Activity – Which lines in the data below contain the string "casing"? Show each one.

++++ Record excerpts ++++

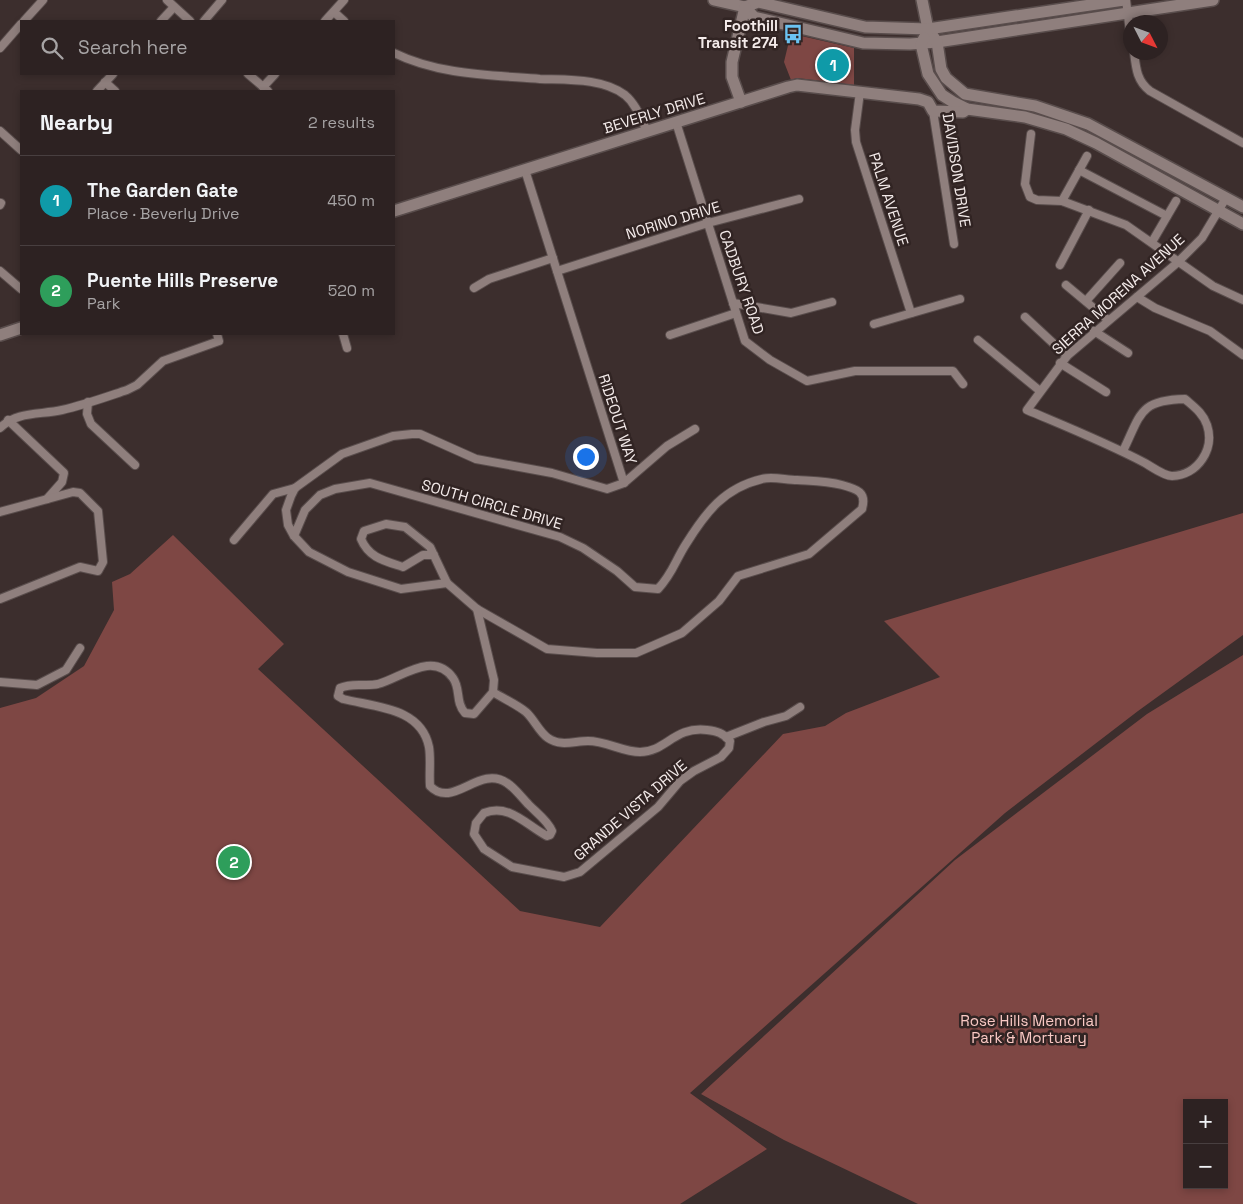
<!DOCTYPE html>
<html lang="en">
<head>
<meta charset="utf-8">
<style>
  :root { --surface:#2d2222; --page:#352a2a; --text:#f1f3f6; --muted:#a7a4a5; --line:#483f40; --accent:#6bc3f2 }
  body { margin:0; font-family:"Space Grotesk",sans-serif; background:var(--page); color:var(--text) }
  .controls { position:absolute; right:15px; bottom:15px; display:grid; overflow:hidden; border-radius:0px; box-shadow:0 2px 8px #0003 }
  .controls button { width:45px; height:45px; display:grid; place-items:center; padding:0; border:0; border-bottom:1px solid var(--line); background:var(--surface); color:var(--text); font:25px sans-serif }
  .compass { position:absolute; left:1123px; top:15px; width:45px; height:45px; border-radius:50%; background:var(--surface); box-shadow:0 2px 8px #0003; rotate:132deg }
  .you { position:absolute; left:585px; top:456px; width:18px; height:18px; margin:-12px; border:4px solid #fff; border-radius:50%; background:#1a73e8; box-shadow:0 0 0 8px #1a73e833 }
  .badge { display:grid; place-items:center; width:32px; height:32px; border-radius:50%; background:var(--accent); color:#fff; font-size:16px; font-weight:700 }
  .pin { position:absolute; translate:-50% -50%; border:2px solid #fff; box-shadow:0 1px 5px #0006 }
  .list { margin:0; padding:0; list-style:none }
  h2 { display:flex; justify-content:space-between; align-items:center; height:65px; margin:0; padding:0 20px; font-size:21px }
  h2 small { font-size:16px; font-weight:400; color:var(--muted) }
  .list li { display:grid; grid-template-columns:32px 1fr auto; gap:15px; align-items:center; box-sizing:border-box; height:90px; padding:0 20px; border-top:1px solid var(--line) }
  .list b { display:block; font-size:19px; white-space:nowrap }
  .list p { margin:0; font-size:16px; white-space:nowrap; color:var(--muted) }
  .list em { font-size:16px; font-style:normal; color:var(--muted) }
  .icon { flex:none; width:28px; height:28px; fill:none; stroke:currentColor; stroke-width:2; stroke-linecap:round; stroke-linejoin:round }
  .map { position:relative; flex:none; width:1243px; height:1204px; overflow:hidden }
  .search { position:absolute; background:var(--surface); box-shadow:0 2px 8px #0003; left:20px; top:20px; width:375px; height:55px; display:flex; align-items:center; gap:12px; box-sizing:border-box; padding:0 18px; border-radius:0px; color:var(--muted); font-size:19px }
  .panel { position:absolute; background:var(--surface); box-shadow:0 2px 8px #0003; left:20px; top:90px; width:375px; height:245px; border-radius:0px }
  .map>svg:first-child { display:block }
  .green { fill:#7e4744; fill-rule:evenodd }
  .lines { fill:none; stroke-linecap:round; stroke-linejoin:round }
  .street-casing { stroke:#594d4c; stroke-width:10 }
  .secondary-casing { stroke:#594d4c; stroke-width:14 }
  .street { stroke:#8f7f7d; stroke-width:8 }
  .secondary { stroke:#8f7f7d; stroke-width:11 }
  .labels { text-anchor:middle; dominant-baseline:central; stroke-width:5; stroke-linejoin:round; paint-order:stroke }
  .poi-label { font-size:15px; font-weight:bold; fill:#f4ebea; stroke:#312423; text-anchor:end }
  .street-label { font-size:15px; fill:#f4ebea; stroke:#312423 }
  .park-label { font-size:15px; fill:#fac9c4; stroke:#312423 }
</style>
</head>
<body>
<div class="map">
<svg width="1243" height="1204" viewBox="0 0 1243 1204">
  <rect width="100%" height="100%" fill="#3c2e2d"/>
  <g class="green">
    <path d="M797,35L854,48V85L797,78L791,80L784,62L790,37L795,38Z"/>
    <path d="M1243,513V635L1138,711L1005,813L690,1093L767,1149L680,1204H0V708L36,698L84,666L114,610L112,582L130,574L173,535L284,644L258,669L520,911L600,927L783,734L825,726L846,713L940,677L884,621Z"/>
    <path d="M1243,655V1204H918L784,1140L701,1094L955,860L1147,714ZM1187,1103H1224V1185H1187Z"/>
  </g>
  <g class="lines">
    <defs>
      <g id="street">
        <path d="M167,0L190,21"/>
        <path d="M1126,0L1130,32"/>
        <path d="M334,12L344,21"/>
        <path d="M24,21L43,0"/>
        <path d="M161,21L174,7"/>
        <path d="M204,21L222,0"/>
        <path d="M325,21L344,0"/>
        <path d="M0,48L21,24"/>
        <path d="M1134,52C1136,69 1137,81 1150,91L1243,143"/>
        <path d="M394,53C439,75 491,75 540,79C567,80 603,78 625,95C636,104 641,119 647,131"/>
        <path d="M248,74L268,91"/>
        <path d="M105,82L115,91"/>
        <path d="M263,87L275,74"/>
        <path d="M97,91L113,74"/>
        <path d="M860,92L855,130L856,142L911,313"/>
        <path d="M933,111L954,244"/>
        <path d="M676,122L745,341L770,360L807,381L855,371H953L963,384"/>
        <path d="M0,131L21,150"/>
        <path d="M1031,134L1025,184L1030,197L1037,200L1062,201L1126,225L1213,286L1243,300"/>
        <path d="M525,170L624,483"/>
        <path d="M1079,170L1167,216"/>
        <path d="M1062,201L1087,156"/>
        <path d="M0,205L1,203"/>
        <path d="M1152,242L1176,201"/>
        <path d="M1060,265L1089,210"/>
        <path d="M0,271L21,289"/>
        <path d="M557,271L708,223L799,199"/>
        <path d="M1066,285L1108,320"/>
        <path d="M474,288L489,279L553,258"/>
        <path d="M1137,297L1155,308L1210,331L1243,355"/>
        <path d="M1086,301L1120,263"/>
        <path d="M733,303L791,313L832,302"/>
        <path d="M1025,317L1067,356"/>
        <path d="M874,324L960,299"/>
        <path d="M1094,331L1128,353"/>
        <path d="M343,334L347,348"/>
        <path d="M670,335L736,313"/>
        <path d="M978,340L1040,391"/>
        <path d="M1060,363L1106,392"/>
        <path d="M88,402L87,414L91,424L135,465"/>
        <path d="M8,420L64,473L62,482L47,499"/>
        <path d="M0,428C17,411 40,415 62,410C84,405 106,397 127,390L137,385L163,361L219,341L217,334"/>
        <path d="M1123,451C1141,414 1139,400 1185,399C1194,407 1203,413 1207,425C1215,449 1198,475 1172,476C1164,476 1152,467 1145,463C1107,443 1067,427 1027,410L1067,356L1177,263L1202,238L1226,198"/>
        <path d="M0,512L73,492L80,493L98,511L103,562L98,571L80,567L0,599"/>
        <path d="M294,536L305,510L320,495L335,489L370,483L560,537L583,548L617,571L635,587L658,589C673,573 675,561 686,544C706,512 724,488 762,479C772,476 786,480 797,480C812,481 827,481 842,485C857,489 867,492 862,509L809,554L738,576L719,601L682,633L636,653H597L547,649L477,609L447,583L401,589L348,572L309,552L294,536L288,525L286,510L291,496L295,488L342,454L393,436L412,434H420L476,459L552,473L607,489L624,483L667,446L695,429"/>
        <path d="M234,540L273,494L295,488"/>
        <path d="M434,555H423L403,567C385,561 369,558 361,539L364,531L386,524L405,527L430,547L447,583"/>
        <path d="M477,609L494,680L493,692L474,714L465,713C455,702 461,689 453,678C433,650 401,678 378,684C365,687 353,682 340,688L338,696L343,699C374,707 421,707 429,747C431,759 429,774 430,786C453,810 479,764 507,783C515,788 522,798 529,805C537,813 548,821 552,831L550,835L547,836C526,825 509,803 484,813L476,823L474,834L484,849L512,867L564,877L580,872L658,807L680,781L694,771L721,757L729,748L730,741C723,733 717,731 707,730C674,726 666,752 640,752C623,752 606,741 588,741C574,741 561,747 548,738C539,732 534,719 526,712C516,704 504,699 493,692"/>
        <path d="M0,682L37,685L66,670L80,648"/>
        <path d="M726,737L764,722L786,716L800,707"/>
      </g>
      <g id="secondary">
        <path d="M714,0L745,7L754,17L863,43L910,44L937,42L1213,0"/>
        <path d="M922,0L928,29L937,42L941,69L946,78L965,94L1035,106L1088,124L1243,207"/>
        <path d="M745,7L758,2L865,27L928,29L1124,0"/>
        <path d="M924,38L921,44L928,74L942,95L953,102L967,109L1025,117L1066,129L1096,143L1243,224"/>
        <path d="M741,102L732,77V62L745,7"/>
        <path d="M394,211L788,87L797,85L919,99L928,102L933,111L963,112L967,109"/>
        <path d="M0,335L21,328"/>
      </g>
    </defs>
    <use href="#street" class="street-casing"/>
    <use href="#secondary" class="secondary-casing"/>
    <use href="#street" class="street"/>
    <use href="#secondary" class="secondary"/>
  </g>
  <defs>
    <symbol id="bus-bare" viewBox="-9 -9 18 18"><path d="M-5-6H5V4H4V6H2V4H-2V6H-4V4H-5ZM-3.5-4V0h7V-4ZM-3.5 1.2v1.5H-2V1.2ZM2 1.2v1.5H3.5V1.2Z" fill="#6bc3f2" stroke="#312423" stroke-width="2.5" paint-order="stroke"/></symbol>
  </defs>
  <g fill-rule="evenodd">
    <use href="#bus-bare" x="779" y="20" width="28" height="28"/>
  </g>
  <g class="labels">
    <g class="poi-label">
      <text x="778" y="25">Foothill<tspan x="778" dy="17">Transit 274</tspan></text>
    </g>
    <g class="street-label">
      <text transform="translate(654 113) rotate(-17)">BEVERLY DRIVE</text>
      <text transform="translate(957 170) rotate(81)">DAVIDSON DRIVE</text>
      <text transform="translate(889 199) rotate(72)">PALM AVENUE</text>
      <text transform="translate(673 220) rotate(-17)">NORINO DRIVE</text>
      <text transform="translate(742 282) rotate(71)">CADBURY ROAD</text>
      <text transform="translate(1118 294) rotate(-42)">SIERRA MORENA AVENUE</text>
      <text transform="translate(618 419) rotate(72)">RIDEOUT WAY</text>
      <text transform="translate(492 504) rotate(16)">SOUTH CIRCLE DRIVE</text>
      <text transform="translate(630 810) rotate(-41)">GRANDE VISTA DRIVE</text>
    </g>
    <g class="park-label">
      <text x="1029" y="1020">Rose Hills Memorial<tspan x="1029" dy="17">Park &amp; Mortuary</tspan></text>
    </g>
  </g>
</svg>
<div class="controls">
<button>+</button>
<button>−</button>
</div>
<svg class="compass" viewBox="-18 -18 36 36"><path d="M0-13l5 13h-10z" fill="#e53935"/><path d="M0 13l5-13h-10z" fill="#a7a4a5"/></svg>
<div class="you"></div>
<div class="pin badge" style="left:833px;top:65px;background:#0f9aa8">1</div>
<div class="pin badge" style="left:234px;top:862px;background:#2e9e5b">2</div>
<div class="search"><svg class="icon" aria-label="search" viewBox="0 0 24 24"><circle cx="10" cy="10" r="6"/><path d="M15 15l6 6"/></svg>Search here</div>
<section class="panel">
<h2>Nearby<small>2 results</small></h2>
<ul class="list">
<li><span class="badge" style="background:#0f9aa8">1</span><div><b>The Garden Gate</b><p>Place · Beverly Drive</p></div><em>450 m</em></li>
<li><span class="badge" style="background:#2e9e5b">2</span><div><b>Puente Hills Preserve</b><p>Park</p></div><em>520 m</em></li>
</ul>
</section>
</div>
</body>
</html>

++++
++++ Record excerpts ++++

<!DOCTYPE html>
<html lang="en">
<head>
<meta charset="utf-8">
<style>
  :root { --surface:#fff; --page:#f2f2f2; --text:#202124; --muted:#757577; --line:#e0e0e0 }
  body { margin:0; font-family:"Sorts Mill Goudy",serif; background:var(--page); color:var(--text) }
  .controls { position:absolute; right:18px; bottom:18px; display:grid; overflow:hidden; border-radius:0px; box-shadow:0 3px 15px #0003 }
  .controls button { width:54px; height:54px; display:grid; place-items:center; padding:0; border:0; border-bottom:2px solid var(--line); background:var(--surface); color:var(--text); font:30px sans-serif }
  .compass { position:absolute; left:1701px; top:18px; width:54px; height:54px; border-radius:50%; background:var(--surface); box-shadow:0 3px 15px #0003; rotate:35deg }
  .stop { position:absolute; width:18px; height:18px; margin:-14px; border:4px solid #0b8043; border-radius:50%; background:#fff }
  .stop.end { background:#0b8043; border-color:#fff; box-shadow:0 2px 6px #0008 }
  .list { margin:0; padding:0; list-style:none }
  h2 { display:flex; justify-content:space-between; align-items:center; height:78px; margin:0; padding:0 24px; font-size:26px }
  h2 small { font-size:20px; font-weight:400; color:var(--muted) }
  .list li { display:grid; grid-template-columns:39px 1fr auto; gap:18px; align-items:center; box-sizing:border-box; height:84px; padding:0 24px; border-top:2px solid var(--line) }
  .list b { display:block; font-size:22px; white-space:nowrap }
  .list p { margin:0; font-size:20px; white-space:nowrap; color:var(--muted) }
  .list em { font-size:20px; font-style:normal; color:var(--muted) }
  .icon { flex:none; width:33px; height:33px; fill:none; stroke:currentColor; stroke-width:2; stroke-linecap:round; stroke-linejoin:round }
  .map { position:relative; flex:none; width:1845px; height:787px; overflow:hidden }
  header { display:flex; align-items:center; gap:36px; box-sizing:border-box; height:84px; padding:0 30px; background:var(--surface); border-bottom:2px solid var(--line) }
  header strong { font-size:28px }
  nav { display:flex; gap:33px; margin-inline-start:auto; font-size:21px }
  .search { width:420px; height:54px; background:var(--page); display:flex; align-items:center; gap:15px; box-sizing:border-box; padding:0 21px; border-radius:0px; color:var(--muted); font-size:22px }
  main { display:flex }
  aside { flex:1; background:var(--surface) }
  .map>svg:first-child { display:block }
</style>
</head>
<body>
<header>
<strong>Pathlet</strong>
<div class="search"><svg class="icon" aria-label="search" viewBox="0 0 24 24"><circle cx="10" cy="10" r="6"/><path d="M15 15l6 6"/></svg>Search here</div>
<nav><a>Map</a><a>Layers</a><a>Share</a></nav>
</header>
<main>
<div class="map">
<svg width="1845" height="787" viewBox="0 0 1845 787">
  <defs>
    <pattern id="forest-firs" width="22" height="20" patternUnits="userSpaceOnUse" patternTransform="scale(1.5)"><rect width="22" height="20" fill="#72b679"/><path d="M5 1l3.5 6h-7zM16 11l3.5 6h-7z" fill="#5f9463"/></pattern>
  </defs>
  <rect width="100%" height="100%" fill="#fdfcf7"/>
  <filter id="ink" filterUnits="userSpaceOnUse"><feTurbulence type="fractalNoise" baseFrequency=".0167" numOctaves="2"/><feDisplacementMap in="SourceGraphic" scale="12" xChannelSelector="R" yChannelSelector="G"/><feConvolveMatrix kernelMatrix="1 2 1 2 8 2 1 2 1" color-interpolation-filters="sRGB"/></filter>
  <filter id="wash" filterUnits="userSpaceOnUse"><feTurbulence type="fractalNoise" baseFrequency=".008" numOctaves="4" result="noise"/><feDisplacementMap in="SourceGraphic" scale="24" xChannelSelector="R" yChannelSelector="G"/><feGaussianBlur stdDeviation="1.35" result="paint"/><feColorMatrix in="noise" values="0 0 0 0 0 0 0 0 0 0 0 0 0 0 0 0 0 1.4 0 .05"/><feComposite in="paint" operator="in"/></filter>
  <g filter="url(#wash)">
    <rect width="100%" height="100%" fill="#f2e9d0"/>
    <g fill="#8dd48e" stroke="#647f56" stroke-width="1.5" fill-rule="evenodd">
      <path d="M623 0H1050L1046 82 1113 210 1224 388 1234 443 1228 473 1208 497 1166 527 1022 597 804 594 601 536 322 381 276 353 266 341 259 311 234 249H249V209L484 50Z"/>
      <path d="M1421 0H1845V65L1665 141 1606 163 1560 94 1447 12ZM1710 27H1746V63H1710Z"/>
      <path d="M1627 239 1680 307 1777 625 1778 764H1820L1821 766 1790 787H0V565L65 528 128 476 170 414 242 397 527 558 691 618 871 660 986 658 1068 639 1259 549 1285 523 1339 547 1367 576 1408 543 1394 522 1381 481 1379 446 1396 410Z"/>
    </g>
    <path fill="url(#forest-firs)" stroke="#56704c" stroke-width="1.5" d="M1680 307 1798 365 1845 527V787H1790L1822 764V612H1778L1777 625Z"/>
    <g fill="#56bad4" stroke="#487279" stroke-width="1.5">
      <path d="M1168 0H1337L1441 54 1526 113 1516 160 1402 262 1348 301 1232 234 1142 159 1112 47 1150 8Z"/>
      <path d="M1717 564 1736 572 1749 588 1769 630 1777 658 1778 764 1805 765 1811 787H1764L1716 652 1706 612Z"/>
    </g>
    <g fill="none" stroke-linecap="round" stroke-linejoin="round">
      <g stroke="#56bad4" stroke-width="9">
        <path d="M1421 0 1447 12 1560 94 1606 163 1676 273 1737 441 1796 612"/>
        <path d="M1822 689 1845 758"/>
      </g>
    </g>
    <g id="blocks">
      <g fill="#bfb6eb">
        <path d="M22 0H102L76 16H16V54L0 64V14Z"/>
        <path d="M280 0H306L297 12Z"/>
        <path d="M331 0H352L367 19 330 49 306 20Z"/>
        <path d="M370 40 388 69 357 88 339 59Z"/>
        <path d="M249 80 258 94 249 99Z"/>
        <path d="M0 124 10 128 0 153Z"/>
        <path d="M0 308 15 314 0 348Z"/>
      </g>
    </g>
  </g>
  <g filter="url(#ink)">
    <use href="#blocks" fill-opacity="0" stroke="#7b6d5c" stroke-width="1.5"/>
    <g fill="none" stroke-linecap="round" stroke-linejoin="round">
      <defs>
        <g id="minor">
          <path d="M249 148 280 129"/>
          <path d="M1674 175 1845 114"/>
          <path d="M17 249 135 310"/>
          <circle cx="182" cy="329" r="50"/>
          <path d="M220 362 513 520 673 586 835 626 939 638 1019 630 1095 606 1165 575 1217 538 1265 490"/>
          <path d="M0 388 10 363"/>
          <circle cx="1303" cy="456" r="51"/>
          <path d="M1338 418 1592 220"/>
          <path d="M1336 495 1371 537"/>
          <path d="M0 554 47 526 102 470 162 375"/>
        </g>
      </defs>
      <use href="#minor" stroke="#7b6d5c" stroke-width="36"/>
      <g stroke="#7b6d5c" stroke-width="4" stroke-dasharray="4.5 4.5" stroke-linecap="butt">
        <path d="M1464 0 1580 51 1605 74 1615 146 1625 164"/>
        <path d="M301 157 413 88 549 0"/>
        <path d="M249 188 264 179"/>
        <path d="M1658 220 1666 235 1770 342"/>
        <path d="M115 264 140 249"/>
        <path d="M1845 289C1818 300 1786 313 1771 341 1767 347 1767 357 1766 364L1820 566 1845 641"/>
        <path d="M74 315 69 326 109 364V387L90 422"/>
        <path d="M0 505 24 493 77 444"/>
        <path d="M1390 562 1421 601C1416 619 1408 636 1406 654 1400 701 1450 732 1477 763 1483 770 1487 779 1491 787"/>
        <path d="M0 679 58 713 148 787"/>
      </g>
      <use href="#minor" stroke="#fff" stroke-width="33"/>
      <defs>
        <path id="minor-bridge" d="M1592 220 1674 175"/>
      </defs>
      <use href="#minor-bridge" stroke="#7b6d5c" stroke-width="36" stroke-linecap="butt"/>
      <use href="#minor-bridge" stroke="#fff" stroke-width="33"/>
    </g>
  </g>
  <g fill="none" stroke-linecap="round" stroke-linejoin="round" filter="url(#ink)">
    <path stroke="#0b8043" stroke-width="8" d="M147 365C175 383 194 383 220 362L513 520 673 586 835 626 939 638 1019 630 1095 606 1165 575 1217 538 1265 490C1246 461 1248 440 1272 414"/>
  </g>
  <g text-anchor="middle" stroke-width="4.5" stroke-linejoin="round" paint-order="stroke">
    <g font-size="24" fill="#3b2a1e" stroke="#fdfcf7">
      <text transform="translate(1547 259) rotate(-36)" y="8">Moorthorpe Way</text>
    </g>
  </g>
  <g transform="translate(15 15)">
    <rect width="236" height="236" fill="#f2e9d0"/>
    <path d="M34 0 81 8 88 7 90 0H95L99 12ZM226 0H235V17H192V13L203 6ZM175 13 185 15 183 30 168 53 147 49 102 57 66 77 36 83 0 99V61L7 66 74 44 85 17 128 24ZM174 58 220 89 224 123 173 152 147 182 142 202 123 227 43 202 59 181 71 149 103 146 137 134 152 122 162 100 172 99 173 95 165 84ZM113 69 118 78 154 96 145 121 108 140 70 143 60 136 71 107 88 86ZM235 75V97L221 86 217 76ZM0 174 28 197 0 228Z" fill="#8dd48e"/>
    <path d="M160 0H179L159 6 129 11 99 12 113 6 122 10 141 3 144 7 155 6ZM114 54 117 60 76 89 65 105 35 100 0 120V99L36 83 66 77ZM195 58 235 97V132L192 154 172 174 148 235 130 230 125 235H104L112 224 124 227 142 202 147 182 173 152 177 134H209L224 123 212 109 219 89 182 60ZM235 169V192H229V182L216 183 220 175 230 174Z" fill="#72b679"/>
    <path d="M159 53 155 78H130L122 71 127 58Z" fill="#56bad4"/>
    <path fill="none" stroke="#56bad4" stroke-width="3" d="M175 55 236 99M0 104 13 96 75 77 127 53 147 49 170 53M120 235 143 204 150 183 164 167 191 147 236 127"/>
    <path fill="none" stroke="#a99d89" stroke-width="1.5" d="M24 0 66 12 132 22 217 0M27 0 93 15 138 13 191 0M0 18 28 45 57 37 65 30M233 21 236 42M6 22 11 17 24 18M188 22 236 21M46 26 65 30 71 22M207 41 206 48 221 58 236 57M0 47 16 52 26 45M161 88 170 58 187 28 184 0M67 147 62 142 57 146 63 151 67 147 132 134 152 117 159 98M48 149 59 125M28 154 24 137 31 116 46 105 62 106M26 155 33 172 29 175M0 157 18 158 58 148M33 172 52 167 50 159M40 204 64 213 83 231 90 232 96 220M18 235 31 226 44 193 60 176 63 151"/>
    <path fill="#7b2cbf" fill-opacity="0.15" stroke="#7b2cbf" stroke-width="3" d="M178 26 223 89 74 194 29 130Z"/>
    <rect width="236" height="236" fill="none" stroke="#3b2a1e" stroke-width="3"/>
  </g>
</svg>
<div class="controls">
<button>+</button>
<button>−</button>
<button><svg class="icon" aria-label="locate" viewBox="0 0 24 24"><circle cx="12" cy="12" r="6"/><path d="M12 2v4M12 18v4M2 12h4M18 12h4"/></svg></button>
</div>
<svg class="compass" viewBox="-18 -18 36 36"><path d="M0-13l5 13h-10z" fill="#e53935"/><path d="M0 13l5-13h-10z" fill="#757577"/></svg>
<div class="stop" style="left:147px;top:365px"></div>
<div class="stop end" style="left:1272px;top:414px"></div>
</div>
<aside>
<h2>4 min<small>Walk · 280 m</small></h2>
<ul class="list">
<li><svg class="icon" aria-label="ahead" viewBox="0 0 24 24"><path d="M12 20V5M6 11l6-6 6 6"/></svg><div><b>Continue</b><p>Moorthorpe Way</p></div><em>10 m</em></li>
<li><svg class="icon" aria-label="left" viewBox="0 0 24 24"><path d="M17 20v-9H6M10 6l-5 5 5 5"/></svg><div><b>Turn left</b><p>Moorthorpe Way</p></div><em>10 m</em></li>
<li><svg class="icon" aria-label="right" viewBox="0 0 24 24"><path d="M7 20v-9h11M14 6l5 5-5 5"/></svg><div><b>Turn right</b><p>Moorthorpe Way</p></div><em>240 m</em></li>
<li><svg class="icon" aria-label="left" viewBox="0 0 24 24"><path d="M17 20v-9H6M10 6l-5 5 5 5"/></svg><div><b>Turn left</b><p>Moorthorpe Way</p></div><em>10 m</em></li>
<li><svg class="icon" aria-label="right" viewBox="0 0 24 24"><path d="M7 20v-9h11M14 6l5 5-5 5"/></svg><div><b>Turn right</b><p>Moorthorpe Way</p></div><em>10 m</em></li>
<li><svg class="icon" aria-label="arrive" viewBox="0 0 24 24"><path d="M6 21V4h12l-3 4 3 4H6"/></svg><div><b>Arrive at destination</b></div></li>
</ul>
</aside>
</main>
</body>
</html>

++++

Exercise response –
  .street-casing { stroke:#594d4c; stroke-width:10 }
  .secondary-casing { stroke:#594d4c; stroke-width:14 }
    <use href="#street" class="street-casing"/>
    <use href="#secondary" class="secondary-casing"/>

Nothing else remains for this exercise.